- **EXERCISE**: Which lines below contain the word "data"? Copy each of them.

- **INFORMATION**:
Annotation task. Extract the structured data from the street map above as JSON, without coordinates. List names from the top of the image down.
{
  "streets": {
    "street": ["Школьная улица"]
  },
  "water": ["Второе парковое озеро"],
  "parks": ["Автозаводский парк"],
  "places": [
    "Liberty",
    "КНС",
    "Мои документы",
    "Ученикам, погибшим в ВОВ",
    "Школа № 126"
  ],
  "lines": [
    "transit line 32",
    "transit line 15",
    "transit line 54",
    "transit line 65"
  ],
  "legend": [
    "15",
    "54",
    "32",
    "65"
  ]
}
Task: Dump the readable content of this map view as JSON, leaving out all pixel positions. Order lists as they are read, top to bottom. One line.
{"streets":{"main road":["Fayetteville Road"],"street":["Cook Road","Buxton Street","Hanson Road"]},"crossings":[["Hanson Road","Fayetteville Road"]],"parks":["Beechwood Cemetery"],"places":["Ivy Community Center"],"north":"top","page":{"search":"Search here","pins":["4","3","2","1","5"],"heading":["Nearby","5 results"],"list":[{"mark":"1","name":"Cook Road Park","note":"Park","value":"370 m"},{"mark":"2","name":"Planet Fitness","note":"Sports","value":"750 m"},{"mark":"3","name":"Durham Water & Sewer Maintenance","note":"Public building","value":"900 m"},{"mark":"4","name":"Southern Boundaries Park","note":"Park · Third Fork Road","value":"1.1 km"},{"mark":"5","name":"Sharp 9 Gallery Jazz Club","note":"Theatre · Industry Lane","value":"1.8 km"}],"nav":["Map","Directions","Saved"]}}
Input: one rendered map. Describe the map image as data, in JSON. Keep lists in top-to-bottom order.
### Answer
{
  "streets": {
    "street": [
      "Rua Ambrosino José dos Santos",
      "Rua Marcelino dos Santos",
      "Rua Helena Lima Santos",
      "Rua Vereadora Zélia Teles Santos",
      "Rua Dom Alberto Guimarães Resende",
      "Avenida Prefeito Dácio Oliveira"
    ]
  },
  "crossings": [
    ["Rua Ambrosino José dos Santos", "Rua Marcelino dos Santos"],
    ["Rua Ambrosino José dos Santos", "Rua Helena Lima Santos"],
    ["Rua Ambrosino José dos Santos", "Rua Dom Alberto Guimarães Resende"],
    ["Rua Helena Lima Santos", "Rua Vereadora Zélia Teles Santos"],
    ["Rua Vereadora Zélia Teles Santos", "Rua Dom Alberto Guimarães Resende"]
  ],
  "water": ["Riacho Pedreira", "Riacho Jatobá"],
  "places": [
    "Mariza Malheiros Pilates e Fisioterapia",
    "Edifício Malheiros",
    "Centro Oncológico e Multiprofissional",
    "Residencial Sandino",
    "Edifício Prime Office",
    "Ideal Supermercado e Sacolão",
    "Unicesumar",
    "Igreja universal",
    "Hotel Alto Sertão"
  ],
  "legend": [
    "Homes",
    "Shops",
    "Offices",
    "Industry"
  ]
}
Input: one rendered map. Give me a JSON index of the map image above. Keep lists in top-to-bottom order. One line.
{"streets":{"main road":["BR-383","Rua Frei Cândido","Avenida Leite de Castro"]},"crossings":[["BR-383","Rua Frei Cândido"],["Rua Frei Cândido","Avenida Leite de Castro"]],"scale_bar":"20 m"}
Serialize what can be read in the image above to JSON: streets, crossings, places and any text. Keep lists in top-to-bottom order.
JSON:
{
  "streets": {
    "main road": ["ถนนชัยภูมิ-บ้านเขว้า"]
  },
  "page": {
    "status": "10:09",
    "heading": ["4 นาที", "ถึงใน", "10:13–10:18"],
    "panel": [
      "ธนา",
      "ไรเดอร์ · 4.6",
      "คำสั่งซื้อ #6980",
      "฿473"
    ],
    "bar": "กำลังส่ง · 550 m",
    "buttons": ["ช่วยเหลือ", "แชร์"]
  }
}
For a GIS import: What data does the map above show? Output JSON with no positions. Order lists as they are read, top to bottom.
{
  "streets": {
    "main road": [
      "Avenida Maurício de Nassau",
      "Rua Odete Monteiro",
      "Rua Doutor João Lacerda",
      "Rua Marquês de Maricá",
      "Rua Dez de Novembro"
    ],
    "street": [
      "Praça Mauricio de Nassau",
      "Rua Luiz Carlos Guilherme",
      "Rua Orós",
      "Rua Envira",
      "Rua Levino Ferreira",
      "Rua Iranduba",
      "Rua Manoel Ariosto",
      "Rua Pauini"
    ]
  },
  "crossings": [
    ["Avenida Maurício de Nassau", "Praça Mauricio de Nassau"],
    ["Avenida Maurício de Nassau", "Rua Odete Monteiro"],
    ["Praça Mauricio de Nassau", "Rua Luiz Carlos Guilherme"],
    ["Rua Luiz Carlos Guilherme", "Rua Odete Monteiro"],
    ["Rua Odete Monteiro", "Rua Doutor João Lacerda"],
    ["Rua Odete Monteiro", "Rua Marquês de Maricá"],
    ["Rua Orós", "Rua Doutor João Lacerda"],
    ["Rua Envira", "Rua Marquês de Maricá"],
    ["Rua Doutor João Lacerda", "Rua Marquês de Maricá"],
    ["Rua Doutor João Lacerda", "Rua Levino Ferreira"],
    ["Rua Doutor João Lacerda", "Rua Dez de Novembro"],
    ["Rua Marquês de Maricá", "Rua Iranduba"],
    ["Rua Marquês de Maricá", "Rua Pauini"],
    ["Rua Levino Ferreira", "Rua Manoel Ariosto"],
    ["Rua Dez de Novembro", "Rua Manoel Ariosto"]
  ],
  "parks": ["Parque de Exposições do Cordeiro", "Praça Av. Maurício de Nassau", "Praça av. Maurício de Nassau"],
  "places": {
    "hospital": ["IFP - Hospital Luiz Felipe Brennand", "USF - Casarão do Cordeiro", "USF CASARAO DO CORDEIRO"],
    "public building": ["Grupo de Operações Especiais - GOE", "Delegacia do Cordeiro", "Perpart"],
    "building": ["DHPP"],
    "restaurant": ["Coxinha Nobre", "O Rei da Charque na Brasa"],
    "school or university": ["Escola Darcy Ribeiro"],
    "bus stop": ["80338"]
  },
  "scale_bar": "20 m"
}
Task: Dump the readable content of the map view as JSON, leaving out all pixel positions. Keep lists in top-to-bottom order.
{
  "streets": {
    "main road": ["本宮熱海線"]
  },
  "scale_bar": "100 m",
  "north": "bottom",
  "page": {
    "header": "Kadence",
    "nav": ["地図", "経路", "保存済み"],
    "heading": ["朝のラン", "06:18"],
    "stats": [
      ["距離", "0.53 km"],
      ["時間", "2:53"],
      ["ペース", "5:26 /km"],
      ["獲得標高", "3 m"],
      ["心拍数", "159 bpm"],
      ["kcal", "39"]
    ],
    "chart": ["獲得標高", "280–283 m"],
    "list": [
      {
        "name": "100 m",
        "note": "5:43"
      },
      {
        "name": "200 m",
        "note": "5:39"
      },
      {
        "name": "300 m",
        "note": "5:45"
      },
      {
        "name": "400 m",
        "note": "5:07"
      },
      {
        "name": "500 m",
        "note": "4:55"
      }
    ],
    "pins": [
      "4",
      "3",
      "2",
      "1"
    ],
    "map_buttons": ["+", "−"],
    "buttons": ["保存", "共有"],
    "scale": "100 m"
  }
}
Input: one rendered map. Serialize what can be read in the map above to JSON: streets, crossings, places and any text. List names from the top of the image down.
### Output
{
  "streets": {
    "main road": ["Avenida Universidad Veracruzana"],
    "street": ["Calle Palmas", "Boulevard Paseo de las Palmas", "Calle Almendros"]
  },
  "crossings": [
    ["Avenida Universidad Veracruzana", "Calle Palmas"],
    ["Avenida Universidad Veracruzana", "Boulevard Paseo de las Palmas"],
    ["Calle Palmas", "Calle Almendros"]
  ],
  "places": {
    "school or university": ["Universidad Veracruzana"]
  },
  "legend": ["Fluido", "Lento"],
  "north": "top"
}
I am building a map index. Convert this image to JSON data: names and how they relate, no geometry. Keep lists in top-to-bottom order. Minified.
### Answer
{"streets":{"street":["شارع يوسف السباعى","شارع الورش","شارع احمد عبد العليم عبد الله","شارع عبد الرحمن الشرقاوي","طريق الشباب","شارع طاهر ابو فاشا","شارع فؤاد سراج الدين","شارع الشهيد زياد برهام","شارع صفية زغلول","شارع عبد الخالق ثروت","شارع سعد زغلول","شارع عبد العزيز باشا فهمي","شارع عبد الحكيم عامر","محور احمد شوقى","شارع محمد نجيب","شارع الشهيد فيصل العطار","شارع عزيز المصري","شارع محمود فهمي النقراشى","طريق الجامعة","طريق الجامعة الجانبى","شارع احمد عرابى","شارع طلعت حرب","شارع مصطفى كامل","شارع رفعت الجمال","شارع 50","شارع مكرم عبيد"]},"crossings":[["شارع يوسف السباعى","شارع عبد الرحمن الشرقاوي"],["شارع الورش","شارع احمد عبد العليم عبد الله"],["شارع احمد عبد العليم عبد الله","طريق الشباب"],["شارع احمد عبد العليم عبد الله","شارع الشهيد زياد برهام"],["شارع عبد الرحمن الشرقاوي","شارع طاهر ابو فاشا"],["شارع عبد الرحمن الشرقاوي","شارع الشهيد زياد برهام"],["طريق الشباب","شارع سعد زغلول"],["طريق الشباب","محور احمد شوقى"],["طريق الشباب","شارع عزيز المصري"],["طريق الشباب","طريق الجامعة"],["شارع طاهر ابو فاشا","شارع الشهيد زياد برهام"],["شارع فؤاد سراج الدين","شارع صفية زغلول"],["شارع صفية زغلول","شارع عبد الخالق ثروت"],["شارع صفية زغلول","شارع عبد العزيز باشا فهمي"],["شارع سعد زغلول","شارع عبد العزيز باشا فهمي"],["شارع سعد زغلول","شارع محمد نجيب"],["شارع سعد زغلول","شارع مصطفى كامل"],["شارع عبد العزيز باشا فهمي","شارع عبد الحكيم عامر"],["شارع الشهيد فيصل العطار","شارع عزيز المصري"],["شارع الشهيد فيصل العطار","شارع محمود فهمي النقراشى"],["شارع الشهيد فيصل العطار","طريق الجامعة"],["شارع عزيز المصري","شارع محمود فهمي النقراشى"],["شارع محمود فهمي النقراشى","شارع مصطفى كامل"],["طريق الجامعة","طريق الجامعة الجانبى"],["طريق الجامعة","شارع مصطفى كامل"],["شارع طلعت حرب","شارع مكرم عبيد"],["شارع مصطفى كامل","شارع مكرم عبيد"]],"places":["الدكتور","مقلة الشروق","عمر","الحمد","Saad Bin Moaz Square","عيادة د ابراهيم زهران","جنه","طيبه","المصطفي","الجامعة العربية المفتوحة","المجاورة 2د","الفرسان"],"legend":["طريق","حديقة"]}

- **OUTPUT OF THE EXERCISE**:
Annotation task. Extract the structured data from the street map above as JSON, without coordinates. List names from the top of the image down.
Input: one rendered map. Describe the map image as data, in JSON. Keep lists in top-to-bottom order.
For a GIS import: What data does the map above show? Output JSON with no positions. Order lists as they are read, top to bottom.
I am building a map index. Convert this image to JSON data: names and how they relate, no geometry. Keep lists in top-to-bottom order. Minified.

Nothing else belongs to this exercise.